Saved entries:

◇ ◇ ◇ ◇ ◇

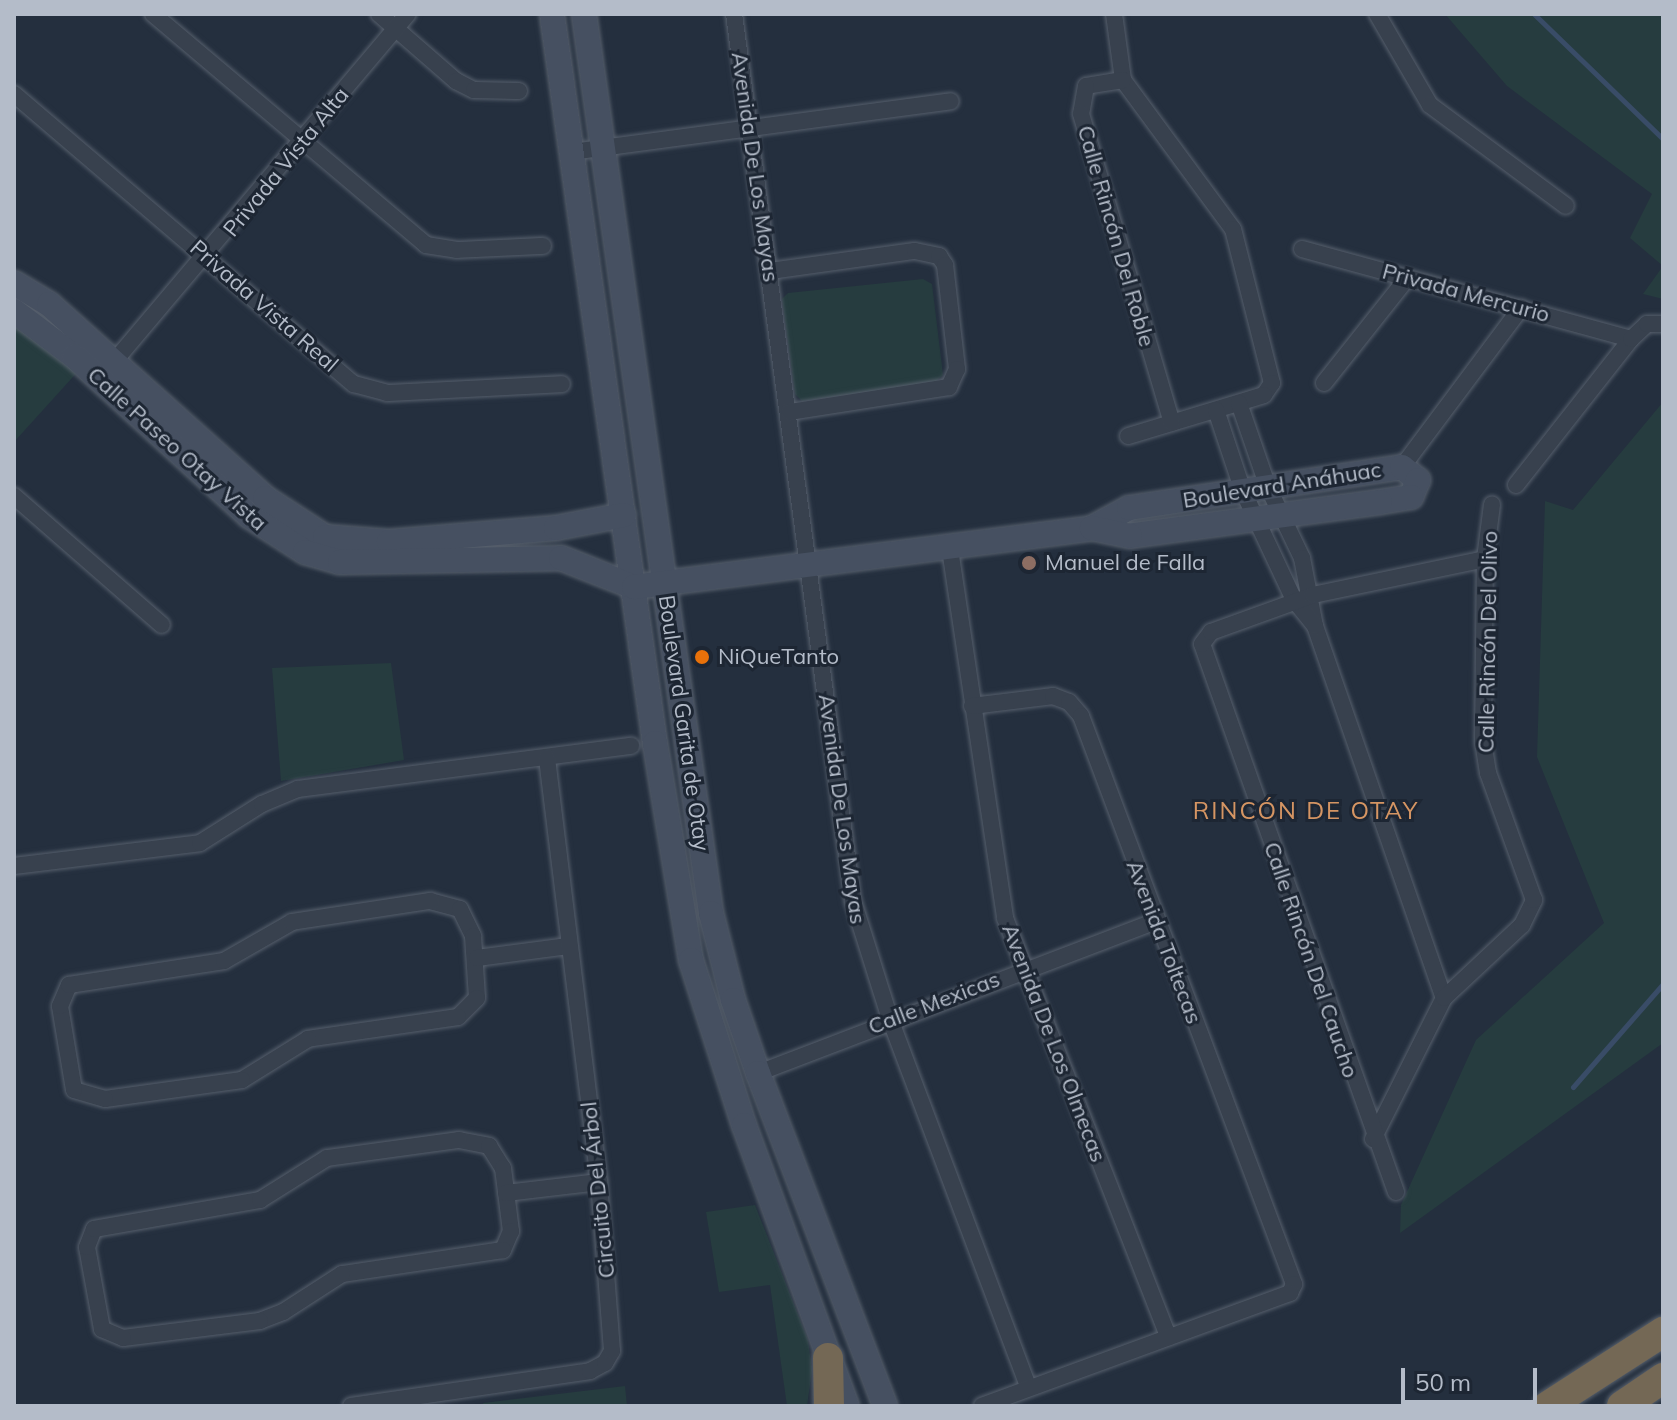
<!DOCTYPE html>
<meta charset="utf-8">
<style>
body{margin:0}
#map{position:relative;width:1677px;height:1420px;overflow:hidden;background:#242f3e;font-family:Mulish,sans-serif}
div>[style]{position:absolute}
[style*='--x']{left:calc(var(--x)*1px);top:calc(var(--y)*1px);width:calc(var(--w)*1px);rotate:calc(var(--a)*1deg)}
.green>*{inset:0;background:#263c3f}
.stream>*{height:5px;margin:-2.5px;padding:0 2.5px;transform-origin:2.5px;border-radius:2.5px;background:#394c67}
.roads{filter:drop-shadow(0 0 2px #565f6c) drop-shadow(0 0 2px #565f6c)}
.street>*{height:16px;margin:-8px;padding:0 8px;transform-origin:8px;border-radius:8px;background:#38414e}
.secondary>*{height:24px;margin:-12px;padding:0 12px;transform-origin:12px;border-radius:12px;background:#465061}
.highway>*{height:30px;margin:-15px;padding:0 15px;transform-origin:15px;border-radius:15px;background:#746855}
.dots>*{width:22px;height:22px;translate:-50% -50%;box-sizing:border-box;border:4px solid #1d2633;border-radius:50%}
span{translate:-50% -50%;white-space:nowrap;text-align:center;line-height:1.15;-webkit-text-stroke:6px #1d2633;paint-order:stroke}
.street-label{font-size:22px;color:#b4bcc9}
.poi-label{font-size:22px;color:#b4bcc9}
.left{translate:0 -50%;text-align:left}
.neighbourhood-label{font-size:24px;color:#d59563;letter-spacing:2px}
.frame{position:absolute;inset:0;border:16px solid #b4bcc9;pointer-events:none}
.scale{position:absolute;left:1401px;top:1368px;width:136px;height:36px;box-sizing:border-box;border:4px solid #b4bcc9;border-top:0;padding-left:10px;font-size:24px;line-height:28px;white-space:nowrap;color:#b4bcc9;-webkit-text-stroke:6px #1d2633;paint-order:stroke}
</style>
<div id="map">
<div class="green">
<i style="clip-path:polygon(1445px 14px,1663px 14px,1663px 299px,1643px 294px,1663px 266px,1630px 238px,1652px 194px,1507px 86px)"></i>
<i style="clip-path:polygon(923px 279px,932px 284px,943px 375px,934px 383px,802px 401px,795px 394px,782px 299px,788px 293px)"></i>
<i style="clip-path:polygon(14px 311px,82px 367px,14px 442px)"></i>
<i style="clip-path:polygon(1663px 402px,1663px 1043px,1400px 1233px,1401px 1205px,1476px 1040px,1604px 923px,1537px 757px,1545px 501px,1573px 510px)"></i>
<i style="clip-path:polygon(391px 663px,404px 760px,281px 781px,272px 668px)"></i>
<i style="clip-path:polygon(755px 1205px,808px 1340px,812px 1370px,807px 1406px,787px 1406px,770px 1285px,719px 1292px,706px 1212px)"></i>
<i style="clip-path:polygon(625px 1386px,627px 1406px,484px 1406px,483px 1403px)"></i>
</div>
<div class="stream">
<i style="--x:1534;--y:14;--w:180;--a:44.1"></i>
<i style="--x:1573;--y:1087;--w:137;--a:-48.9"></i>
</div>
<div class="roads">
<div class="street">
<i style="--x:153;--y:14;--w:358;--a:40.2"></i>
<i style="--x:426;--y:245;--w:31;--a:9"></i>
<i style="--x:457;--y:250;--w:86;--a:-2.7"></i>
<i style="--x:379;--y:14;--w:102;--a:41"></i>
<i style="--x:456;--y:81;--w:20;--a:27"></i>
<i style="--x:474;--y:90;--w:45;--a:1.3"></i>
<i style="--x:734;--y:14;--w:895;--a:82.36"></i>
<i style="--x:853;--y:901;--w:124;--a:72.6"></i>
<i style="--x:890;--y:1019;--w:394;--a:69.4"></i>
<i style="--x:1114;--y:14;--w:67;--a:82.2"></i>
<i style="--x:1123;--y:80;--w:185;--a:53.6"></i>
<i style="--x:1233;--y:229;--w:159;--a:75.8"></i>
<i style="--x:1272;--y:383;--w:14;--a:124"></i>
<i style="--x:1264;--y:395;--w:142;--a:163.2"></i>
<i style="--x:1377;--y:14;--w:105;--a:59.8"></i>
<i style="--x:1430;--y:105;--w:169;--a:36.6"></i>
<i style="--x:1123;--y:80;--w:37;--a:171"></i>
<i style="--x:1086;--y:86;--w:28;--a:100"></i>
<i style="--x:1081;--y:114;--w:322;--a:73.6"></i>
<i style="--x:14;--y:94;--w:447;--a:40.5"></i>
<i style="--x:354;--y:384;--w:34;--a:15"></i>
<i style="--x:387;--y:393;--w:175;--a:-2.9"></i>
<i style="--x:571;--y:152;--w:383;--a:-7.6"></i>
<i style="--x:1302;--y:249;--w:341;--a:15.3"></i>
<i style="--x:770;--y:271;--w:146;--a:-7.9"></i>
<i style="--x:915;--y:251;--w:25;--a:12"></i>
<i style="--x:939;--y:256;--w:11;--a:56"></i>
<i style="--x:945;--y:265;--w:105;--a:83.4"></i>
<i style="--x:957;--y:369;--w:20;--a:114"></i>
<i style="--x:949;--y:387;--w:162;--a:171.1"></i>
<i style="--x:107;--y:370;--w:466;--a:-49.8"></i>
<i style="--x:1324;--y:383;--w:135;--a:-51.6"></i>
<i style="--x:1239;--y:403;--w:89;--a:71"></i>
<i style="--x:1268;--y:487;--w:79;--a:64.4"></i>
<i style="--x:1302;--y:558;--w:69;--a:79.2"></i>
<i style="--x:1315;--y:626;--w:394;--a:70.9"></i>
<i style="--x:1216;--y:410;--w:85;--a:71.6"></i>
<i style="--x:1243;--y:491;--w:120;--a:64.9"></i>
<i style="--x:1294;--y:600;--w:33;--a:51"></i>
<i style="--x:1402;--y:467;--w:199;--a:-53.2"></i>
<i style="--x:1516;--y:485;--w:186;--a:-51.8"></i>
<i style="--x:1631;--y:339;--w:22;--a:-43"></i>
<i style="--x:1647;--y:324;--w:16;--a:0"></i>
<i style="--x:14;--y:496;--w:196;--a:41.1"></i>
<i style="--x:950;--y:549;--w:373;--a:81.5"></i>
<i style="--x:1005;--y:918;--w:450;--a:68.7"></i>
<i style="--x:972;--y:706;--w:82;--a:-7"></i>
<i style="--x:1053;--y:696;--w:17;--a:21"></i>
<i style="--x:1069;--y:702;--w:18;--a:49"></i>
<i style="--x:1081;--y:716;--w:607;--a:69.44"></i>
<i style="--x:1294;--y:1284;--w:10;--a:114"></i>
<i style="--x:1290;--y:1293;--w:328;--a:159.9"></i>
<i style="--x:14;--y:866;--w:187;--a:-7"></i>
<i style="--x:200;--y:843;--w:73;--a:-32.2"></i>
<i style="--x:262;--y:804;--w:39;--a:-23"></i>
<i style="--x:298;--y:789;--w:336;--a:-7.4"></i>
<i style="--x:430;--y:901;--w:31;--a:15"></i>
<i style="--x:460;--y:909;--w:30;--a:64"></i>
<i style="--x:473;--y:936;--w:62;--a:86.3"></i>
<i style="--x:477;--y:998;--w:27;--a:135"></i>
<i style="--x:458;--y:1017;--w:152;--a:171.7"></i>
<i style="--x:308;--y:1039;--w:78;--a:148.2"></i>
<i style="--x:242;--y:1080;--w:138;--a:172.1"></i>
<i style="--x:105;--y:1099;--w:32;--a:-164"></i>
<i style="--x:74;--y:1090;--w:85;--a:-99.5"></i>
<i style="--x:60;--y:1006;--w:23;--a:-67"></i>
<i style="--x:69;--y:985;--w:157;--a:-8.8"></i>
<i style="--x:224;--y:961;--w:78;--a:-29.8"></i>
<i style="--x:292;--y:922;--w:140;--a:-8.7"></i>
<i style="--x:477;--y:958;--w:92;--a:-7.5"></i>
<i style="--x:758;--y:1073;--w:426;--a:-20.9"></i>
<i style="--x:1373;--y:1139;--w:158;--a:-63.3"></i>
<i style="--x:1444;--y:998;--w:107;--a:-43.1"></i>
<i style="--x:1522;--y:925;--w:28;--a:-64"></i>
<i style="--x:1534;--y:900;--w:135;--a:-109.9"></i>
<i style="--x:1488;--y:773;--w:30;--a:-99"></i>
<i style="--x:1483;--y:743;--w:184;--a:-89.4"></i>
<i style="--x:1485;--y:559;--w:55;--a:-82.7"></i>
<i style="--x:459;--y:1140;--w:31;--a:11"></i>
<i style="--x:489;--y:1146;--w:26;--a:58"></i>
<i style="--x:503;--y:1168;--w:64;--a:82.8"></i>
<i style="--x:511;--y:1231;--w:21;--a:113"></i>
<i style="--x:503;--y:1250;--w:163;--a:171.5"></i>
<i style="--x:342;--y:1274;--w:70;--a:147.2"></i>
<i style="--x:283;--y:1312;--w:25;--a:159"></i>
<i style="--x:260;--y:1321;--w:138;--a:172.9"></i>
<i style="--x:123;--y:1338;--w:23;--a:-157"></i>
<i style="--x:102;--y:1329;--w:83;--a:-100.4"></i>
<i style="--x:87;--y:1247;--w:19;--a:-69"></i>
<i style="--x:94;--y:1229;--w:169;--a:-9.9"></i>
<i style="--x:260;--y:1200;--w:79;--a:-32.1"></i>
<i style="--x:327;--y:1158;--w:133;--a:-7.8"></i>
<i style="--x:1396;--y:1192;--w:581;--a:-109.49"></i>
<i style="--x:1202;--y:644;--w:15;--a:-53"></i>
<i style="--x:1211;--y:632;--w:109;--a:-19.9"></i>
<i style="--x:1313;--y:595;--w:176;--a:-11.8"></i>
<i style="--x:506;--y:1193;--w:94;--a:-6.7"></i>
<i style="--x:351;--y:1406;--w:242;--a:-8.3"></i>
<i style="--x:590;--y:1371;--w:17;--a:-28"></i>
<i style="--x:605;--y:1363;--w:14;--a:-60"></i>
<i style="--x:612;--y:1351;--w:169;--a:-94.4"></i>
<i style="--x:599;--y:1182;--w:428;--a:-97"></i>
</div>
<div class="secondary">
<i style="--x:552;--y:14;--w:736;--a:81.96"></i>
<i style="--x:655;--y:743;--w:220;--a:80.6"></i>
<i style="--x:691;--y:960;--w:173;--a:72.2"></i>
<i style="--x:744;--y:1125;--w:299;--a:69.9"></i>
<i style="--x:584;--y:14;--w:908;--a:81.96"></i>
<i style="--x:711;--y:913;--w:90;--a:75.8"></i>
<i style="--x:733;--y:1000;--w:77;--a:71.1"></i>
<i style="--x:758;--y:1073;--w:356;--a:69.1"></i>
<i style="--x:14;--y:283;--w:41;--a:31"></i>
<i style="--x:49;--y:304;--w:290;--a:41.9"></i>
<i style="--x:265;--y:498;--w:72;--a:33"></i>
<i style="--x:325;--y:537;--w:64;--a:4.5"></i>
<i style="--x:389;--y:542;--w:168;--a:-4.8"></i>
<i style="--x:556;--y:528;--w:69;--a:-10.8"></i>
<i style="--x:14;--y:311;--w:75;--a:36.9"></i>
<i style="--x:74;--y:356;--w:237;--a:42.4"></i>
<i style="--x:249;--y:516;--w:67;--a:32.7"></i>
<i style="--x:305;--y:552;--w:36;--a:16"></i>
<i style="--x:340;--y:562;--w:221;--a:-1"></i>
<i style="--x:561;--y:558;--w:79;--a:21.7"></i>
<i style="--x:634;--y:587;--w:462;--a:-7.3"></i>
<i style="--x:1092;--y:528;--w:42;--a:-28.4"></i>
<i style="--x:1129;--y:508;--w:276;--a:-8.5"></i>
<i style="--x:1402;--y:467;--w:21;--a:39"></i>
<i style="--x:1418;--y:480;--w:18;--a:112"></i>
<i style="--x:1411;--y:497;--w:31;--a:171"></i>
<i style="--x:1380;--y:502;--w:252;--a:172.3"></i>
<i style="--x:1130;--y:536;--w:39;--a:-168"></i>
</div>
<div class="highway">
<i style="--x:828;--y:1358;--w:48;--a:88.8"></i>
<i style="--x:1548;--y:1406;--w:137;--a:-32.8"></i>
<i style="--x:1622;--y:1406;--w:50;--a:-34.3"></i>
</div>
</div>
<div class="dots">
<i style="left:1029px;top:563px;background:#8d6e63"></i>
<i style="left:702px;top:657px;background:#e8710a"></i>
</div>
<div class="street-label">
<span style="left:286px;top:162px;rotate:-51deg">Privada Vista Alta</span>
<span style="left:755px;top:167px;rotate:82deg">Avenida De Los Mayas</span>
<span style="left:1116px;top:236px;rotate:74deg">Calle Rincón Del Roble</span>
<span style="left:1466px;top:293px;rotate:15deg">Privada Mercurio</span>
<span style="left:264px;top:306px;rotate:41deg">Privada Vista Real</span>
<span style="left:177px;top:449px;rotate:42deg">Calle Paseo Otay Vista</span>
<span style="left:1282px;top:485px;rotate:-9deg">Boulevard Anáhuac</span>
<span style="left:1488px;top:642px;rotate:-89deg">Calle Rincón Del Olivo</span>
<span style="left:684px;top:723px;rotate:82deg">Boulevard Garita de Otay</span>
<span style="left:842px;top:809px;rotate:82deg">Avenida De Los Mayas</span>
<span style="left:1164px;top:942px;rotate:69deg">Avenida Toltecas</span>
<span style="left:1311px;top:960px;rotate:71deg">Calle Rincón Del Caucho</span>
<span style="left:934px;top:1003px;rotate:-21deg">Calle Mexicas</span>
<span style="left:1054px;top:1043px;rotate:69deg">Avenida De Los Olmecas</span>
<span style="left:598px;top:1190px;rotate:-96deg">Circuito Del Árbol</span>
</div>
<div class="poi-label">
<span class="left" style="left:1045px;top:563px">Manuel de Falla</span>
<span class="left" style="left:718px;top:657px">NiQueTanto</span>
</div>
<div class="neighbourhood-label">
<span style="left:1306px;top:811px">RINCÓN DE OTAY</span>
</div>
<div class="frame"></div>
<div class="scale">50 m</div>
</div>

◇ ◇ ◇ ◇ ◇

TASK PROMPT
Each line above where the word "stream" occurs should be returned in full.

OUTPUT OF THE EXERCISE
.stream>*{height:5px;margin:-2.5px;padding:0 2.5px;transform-origin:2.5px;border-radius:2.5px;background:#394c67}
<div class="stream">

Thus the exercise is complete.